Heroes on a Half Shell, Indeed

Jon and I caught TMNT this week, and though I’m a week late (I apologize for nothing!) I thought I’d post my thoughts.

First off, I went into the movie with low expectations. I read the comic before ever seeing the cheesy cartoon. While the comic was intended as a satire of then-popular teenage super hero comics, it was done in a seriously adult manner. Shredder gets his in the first issue. The cartoon was somewhat of a disappointment, but still entertaining in some ways. When the first movie came out, it brought back memories of the original gritty black and white. Even Splinter had the right origin story (pet rat mutated by the ooze, not a martial arts master mutated into a rat like in the cartoon.)

I was naturally disappointed by the second and third installments of the franchise, since they just upped the cheese factor to cartoon levels. When I found out this latest installment, TMNT, was to be a sequel, I was wary. Still, the trailers showed off some beautiful animation and triggered the same old nostalgia. Armed with the knowledge that the actual movie would probably suck, Jon and I caught the matinee on Tuesday.

It did not suck. It did, in fact, rock to some degree. The animation was even better than in the trailer. There was one sequence in particular on the rooftops in the rain that blew me away. So I picked myself up off the soda-stained floor and enjoyed the rest of the movie. Some of the art style’s quirks, like April’s extreme skinniness (though she did look hot in ninja gear, rawr,) and Max Winter’s extreme chinniness (did his chin continue growing all 3000 years of his life?) were a little distracting, (much like the structure of this sentence,) none of them were deal-breakers.

The cast was filled with uninspired voice over artist defaults, like that one voice you hear in every single WB/Disney animation project, Kevin Michael Richardson. You would recognize the voice if you heard it. However, the star talents, Sarah Michelle Gellar as April, Patrick Stewart as Max Winter, Mako as Splinter, and Ziyi Zhang as karai, with a little Laurence Fishburne action in the narration, made it all better. The turtles were voiced well, I didn’t recognize any of the voices or their names, which in this case was a good thing.
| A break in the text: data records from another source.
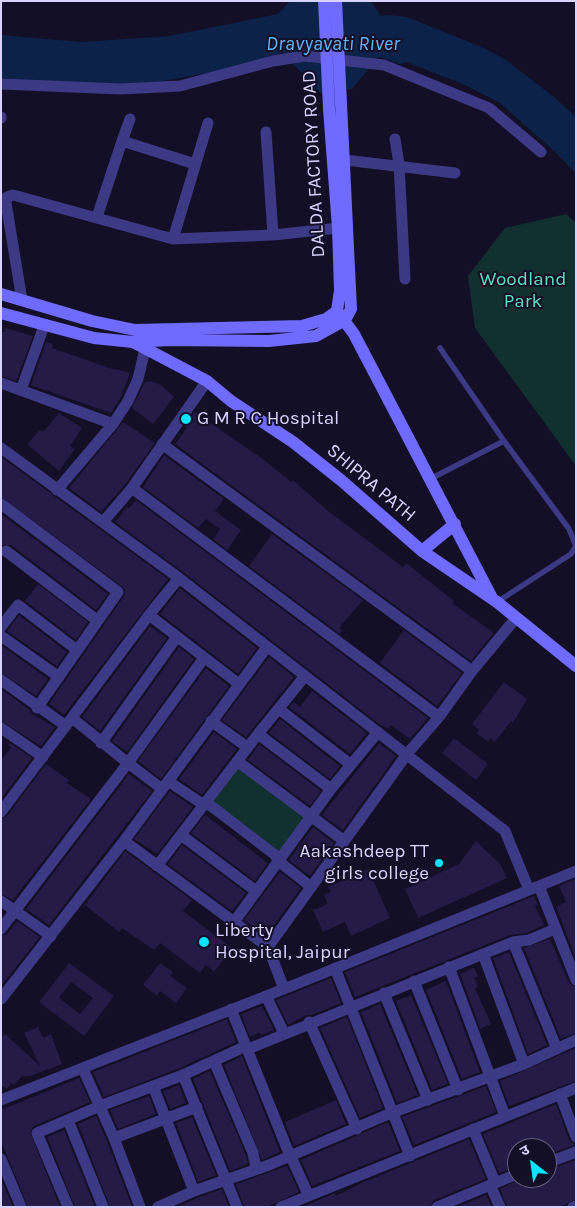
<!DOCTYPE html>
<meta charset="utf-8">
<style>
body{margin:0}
#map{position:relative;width:577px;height:1208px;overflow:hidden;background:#130f26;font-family:Karla,"Noto Sans Devanagari",sans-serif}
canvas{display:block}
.frame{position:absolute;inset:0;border:2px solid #d9d4ff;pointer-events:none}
.north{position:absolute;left:507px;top:1138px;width:50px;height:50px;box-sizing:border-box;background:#130f26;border:1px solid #625e7d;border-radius:50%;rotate:330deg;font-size:14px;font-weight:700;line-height:20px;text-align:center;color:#d9d4ff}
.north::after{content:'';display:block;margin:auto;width:18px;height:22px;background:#00e5ff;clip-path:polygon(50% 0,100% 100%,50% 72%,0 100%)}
</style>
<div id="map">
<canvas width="577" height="1208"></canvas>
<div class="frame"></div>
<div class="north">उ</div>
</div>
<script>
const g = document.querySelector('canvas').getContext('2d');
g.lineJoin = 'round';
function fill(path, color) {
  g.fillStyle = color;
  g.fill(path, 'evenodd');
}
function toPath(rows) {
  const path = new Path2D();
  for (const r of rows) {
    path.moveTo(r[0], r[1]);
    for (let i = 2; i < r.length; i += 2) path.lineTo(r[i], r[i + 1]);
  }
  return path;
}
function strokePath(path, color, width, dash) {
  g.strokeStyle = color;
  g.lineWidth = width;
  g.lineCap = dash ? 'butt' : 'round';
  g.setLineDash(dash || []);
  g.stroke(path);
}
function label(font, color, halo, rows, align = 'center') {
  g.font = font + ' Karla,sans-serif';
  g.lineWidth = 4;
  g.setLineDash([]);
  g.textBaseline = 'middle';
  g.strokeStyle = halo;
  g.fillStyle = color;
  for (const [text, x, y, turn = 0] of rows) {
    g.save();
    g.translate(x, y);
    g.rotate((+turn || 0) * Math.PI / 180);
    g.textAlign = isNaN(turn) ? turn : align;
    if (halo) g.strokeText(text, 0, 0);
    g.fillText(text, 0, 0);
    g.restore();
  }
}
fill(toPath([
 [566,214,576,223,576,466,475,328,468,276,505,228],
 [240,757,312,814,277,860,202,807]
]), '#12302f');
fill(toPath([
 [290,1,371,1,381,16,389,15,407,17,484,48,506,60,554,97,576,117,576,173,554,151,500,103,463,84,406,62,401,64,379,57,352,89,320,93,283,53,214,72,153,83,100,86,1,78,1,35,82,42,169,36,278,14]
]), '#0c2248');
fill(toPath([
 [5,328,33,336,16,381,1,376,1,332,4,332],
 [46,342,53,344,52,348,115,370,115,369,130,373,121,397,111,413,31,385],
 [149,381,161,385,174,397,153,424,132,408,145,382],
 [195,412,264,460,291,482,293,480,328,511,403,567,406,563,454,601,452,603,494,633,471,661,175,444,187,428,185,426],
 [59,413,82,428,70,446,75,449,59,471,27,444,40,430,43,432],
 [123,422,155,443,124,486,101,512,69,488],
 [164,455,224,499,215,511,241,530,227,550,213,539,220,529,206,519,198,528,143,487],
 [1,457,168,579,64,715,49,704,124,596,125,589,1,497],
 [136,500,428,718,410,739,391,725,388,729,379,724,183,572,115,522,127,507,129,508],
 [1,514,108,594,96,610,11,545,1,545],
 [272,534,363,600,339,628,342,630,340,634,249,566],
 [38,584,88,622,76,640,25,601],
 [180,588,257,648,238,674,160,614],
 [19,615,67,652,57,666,7,631],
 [150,626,167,638,100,731,82,717],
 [404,630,462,673,437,706,380,663],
 [1,645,48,679,36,696,1,673],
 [179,647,194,659,127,752,112,741],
 [269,657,294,677,246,737,222,720],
 [206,668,229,686,161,779,138,761],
 [504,682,527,699,513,723,511,721,495,742,490,738,488,742,476,733,479,730,472,724],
 [1,689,30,710,32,714,55,727,41,746,1,721],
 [312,691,367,733,350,754,289,707,294,702,300,707],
 [280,719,340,766,330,779,269,733],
 [214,732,237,749,202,795,179,779],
 [454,738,488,764,476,780,442,753],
 [10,743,32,758,1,799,1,761,11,747,8,745],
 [379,743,396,756,343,830,322,815],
 [259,744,321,791,310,806,248,760],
 [46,764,69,780,67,783,91,799,13,900,1,894,1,819,7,816],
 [129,774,152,791,49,925,26,909],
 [170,791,193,807,157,854,134,839],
 [205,815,268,863,255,881,191,833],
 [313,827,334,843,310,876,289,860],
 [476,841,500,864,507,878,418,918,405,889,459,864],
 [182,845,246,893,232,911,168,864],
 [125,851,192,900,183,911,232,948,214,972,206,965,200,973,160,943,154,950,122,928,119,932,85,905],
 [368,869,390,918,351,936,345,922,323,932,313,910,328,904,324,895,331,892,328,887],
 [280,872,301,888,266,936,244,920],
 [576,879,576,959,556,907,566,902,559,886],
 [534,896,538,905,535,906,544,925,527,933,510,935,355,997,345,972],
 [17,921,40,937,1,986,1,936,7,934],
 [550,939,569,983,576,987,576,1033,561,1039,524,948],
 [509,952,547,1045,528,1054,493,958],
 [69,963,114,996,84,1036,39,1002],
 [71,982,93,998,80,1014,59,998],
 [160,963,173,972,170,976,187,988,176,1003,160,991,157,996,143,985],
 [474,968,478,976,474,978,478,986,475,988,491,1024,480,1029,460,974],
 [331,978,341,1003,312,1015,306,1015,288,1025,276,1000],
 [446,981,480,1072,462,1079,426,990],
 [411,995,448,1084,432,1090,396,1001],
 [380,1004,418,1095,397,1103,361,1012],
 [262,1006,274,1030,261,1035,259,1032,250,1037,241,1014],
 [347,1017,383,1108,360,1118,320,1028],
 [227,1019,236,1042,180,1068,104,1097,93,1072],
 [38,1027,43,1038,51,1034,62,1064,30,1076,22,1076,14,1085,11,1083,7,1089,1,1085,1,1038,5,1034,40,1066,24,1033],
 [576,1048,576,1081,509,1106,500,1081],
 [242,1056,280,1152,262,1160,224,1065],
 [210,1071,246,1155,248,1164,230,1171,193,1079],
 [79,1078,90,1102,34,1126,30,1132,60,1207,28,1207,1,1141,1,1110],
 [179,1085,186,1103,170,1109,163,1091],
 [486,1086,496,1112,414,1145,402,1117],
 [149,1096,156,1114,118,1129,110,1110],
 [336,1100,346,1124,294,1146,285,1122],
 [556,1104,569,1140,575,1145,547,1155,547,1148,517,1148,517,1167,499,1173,483,1134],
 [96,1116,107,1141,132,1207,110,1207,78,1124],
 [192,1117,216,1175,198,1182,176,1123],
 [388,1122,400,1151,312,1186,301,1160],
 [64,1130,95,1207,75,1207,47,1137],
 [469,1139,486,1179,434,1200,430,1207,302,1207,335,1193,336,1196,364,1182],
 [576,1160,576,1199,560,1207,507,1207,500,1189,523,1178,547,1178,547,1170],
 [287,1166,299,1192,267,1207,244,1207,236,1184],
 [1,1179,13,1207,1,1207],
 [222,1189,229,1207,177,1207,197,1198],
 [486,1195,492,1207,457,1207]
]), '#241b47');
strokePath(toPath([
 [504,441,569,529,576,546],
 [430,479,504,441,440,348],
 [497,602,571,554,576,546]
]), '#3d3a85', 5.5);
strokePath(toPath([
 [1,84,121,89,180,86,273,61,305,56,384,65,489,108,541,152],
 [1,118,1,117],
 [266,132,273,235],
 [395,139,399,164,405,279],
 [122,141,130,119],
 [345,160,455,173],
 [97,217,122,141,195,164],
 [173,239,208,123],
 [22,300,6,203,7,197,13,195,173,239,273,235,338,228],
 [1,383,113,424],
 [21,390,44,326],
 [162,444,472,671],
 [1,448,179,578,505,831,529,890],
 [132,488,439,717,472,671,516,618],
 [57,490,113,424,128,401,138,379,145,349],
 [1,504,118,592,37,708],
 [103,522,132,488,207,381],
 [6,551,98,621],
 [149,615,239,684],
 [1,627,18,605,77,650],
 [1,636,59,677],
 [1,680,66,726],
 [279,709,350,764],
 [72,718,128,763,204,658],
 [211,721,247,747],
 [1,728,43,757],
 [258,734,331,789],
 [101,743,176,638],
 [237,761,343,840],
 [168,781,204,805],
 [206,802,279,858],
 [1,812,149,615,179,578],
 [181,835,256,891],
 [124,841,267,647],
 [277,860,310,886],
 [157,866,258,734,305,676],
 [539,886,576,980],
 [1,901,51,936],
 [234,922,331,789,378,732],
 [1,929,128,763,162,789],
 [513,942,557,1049],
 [268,947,407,754,439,717],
 [483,954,524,1064],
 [449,967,505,1116],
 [335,968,410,1156],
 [414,981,458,1090],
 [384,993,428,1100],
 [266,996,284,1033],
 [1,999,124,841,268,947,284,989],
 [231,1009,286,1146,308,1194],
 [309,1022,357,1129],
 [248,1049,513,942,529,940,555,929],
 [214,1061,253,1153,256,1168],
 [83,1069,114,1138,140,1207],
 [183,1075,237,1207],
 [153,1086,194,1191],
 [560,1094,576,1137],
 [1,1100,284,989,576,871],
 [68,1120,103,1207],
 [473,1129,495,1182],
 [114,1138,197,1107],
 [1,1159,21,1207],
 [547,1163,576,1152],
 [490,1185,500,1207],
 [68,1207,37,1133,100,1106,183,1075,246,1046],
 [158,1207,194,1191,269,1165,391,1113,524,1064,576,1040],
 [281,1207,576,1088],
 [437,1207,517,1174],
 [573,1207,576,1206]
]), '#3d3a85', 11);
strokePath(toPath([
 [324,1,329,109,338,228,340,290,337,311,354,334,491,596],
 [336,1,351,309,345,320],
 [1,294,92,321,135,330,302,326,326,319,337,311],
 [1,313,94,338,133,342,207,381,231,401,293,442,342,481,422,551,497,602,576,666],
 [133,342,169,340,269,341,316,336,345,320],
 [422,551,455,524]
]), '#6f6bff', 12);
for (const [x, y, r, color] of [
 [186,419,6,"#00e5ff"],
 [439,863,5,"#00e5ff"],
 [204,942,6,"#00e5ff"]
]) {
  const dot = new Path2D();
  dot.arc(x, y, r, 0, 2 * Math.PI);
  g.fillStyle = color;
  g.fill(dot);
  strokePath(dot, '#130f26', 2);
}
label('19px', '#d9d4ff', '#130f26', [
 ["DALDA FACTORY ROAD",314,164,-93],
 ["SHIPRA PATH",371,483,40]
]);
label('19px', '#5fe0c0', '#130f26', [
 ["Woodland",523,280],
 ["Park",523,302]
]);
label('19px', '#d9d4ff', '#130f26', [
 ["G M R C Hospital",197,419],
 ["Aakashdeep TT",429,852,"right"],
 ["girls college",429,874,"right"],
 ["Liberty",215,931],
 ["Hospital, Jaipur",215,953]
], 'left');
label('italic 20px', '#62b6ff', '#130f26', [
 ["Dravyavati River",333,44]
]);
</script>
The story was as good as it should have been. How good can you expect a plot involving turtles transformed into pizza-loving ninja masters to be? I got the impression that the plot was merely a backdrop to tell the story of one family’s reconciliation and another’s disintegration. Nothing too cerebral, though. It was also backdrop to some sweet ninja turtle fights. Some of the twists and turns the movie takes to get to the resolution were good as well. Others broadcast the villains intent a little too loudly, making one particular twist a little too obvious by the time it came.

I give TMNT three and a half out of four half shells in a scale that I just made up. If your thing is seeing ninja turtles kick monsters, Foot Clan, and each other’s heads in a beautifully rendered urban roofscape, then check it out. If not, then I just wasted the last few minutes of your time. BWAH HAH HAH!